I work for a cable company and my job involves going to people's houses to fix their TV, broadband and telephone services. I got a call to fix a telephone line at a house that was just a few hundred yards from our church. Normally on such a fault I would go to the street cabinet first to check the line there. I put my key in the door but the door would not not unlock. I pushed and pulled, huffed and puffed, got my screwdriver out to use as a lever but still the door would not budge. The only option was to drill the lock out. However before doing that I thought I would check the house first.

On arriving at the house I recognised it as one I visited with another church member some months earlier when we were knocking on doors. On that particular night we had a very good conversation with a young girl who was quite clearly searching for spiritual truth. We had a long conversation with her and although I called back on a number of occasions, every time I called she was never in.

On this day however I rang the and as soon as she opened the door she was recognised me and was truly astonished. Just 10 minutes earlier in some distress she prayed out to God, "Oh Lord please send a Christian to me." Then here I am on her doorstep. We spent some time talking about spiritual things. 

After this it was time to fix her phone. I checked the house and I knew I had to get into the cabinet. I got my drill out the van but before drilling out the lock I thought I would try the door one more time. I put my key in and the door opened immediately. Now it was my turn to be astonished. Had the door opened when I arrived at first I would have fixed the fault and just phoned the house and driven away without knowing who it was I was talking to.
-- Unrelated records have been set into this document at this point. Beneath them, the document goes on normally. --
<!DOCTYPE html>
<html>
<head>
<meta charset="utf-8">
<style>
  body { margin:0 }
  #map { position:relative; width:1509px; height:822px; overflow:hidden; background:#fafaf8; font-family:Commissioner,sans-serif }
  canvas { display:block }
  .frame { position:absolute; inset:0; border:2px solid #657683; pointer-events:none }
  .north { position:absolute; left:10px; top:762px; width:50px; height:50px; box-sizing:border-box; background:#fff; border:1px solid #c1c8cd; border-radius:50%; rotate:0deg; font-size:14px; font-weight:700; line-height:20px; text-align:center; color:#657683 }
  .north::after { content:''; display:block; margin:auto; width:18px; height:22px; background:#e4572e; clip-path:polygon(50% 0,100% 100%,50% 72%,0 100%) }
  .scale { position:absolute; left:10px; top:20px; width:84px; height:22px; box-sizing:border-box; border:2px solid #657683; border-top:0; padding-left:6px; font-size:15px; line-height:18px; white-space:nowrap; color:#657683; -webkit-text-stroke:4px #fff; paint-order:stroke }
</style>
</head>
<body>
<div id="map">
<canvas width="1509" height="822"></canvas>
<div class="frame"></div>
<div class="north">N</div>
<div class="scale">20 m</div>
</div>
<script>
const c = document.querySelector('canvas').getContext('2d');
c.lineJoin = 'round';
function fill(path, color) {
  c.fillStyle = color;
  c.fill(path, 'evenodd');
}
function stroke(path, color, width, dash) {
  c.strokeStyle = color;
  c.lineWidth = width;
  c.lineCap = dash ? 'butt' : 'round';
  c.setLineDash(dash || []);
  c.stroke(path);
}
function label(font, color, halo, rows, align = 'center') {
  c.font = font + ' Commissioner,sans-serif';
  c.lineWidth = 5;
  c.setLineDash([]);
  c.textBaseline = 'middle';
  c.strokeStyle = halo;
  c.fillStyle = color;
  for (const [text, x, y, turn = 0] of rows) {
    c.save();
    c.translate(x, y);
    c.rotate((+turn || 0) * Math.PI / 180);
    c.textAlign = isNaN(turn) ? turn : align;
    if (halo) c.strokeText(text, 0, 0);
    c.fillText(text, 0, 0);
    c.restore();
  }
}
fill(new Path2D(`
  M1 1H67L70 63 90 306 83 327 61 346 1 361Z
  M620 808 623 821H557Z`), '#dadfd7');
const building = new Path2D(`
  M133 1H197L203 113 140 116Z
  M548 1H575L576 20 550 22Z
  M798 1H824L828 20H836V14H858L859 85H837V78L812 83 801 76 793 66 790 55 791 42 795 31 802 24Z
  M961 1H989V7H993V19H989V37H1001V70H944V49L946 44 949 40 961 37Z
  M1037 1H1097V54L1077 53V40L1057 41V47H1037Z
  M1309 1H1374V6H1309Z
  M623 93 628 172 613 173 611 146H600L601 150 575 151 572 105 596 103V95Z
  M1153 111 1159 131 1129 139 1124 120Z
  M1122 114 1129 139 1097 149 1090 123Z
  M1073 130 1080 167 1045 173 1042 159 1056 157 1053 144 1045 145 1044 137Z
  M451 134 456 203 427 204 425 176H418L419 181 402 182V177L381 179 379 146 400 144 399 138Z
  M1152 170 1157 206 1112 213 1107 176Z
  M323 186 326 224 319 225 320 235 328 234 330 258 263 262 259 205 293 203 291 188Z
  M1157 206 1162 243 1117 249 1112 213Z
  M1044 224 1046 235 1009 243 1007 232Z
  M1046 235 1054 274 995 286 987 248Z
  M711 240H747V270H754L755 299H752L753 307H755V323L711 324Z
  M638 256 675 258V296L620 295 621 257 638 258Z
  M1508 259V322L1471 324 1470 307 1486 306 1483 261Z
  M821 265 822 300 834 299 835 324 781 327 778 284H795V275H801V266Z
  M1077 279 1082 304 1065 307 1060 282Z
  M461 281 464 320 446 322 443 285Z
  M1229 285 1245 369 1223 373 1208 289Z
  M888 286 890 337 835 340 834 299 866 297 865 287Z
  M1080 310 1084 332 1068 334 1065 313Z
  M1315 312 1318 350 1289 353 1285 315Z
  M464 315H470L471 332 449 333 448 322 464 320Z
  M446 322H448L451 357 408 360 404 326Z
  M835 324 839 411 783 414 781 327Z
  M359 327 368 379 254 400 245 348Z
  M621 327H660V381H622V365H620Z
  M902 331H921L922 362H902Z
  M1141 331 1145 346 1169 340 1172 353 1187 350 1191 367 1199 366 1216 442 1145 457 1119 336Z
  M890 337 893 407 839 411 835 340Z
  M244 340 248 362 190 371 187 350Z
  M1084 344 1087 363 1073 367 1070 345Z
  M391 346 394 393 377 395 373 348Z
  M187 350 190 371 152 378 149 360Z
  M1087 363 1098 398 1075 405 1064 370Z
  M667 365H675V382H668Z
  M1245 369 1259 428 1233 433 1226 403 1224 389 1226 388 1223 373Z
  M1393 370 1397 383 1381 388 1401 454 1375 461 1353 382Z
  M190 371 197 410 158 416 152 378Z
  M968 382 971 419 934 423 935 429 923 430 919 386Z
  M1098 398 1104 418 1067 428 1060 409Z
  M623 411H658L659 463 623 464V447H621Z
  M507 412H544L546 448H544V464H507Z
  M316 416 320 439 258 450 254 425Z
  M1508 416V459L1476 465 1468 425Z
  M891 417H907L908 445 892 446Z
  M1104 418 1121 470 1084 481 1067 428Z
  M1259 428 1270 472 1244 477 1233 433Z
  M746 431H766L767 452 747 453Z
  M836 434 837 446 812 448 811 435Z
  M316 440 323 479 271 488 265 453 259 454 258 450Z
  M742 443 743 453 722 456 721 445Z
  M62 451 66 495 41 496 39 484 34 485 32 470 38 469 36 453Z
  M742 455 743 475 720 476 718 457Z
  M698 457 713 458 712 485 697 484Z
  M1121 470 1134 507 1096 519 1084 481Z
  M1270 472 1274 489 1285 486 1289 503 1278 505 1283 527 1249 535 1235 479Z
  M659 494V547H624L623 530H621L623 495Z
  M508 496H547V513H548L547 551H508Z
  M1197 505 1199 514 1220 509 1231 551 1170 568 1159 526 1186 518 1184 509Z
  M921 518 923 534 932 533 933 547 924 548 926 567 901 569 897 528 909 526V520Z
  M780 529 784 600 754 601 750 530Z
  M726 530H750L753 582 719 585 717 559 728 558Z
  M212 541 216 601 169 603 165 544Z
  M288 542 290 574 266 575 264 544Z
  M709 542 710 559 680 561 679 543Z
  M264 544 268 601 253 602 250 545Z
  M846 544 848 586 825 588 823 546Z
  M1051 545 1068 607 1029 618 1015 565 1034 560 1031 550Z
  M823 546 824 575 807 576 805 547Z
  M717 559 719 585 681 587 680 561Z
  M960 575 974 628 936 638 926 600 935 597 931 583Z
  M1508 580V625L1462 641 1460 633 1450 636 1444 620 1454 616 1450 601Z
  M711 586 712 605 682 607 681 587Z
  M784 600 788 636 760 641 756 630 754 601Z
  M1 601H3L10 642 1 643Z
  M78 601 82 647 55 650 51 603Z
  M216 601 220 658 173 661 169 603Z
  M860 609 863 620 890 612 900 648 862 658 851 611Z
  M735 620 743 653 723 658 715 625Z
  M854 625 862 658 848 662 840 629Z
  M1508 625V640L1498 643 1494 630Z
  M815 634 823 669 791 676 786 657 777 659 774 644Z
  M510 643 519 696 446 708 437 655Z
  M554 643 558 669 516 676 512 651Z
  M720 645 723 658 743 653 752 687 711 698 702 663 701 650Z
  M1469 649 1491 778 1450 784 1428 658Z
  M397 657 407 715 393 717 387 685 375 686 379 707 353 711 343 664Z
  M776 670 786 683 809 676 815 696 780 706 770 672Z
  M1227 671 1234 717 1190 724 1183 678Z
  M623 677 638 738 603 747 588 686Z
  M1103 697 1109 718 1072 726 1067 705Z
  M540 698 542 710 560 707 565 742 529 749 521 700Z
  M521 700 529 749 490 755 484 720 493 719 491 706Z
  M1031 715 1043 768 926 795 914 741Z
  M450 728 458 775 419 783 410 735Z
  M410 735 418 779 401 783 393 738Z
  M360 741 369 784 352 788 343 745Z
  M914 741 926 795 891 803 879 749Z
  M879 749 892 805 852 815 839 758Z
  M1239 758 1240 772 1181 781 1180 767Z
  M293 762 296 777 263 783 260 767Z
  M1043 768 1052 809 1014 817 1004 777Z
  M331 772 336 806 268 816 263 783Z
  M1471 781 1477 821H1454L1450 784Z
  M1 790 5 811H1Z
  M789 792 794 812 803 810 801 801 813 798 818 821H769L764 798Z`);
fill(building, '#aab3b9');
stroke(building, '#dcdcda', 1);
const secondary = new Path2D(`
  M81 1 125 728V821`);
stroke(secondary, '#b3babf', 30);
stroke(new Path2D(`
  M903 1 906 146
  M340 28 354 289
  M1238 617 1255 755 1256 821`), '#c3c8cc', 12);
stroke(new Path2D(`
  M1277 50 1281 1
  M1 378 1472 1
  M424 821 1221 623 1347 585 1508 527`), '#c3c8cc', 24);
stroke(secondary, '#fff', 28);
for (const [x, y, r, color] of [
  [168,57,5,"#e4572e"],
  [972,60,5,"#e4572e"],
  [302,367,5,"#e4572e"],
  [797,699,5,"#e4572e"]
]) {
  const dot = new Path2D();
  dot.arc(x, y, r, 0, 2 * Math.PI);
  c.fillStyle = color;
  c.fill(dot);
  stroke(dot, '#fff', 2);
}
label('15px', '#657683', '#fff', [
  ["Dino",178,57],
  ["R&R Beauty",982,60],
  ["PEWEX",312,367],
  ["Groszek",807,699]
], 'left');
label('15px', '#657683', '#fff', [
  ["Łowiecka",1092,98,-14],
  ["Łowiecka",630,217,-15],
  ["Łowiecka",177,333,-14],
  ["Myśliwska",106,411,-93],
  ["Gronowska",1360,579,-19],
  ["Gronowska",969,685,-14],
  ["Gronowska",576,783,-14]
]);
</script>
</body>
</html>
I find it remarkable how this door would not budge on arrival yet opened so easily after talking with her. 

I am wondering if others have stories of providence where seemingly insignificant events turned out to be hugely significant. The world of course calls this coincidence, but we would know it as providence.


----------



## coramdeo (Feb 15, 2010)

We do serve an Awesome God!


----------



## Wayne (Feb 15, 2010)

> Ah, sirs, let me tell you, there is not such a pleasant history for you to read in all the world, as the history of your own lives, if you would but sit down and record to yourselves from the beginning hitherto, what God hath been to you, and done for you: what signal manifestations and out-breakings of his mercy, faithfulness, and love, there have been in all the conditions you have passed through: If your hearts do not melt before you have gone half through that history, they are hard hearts indeed.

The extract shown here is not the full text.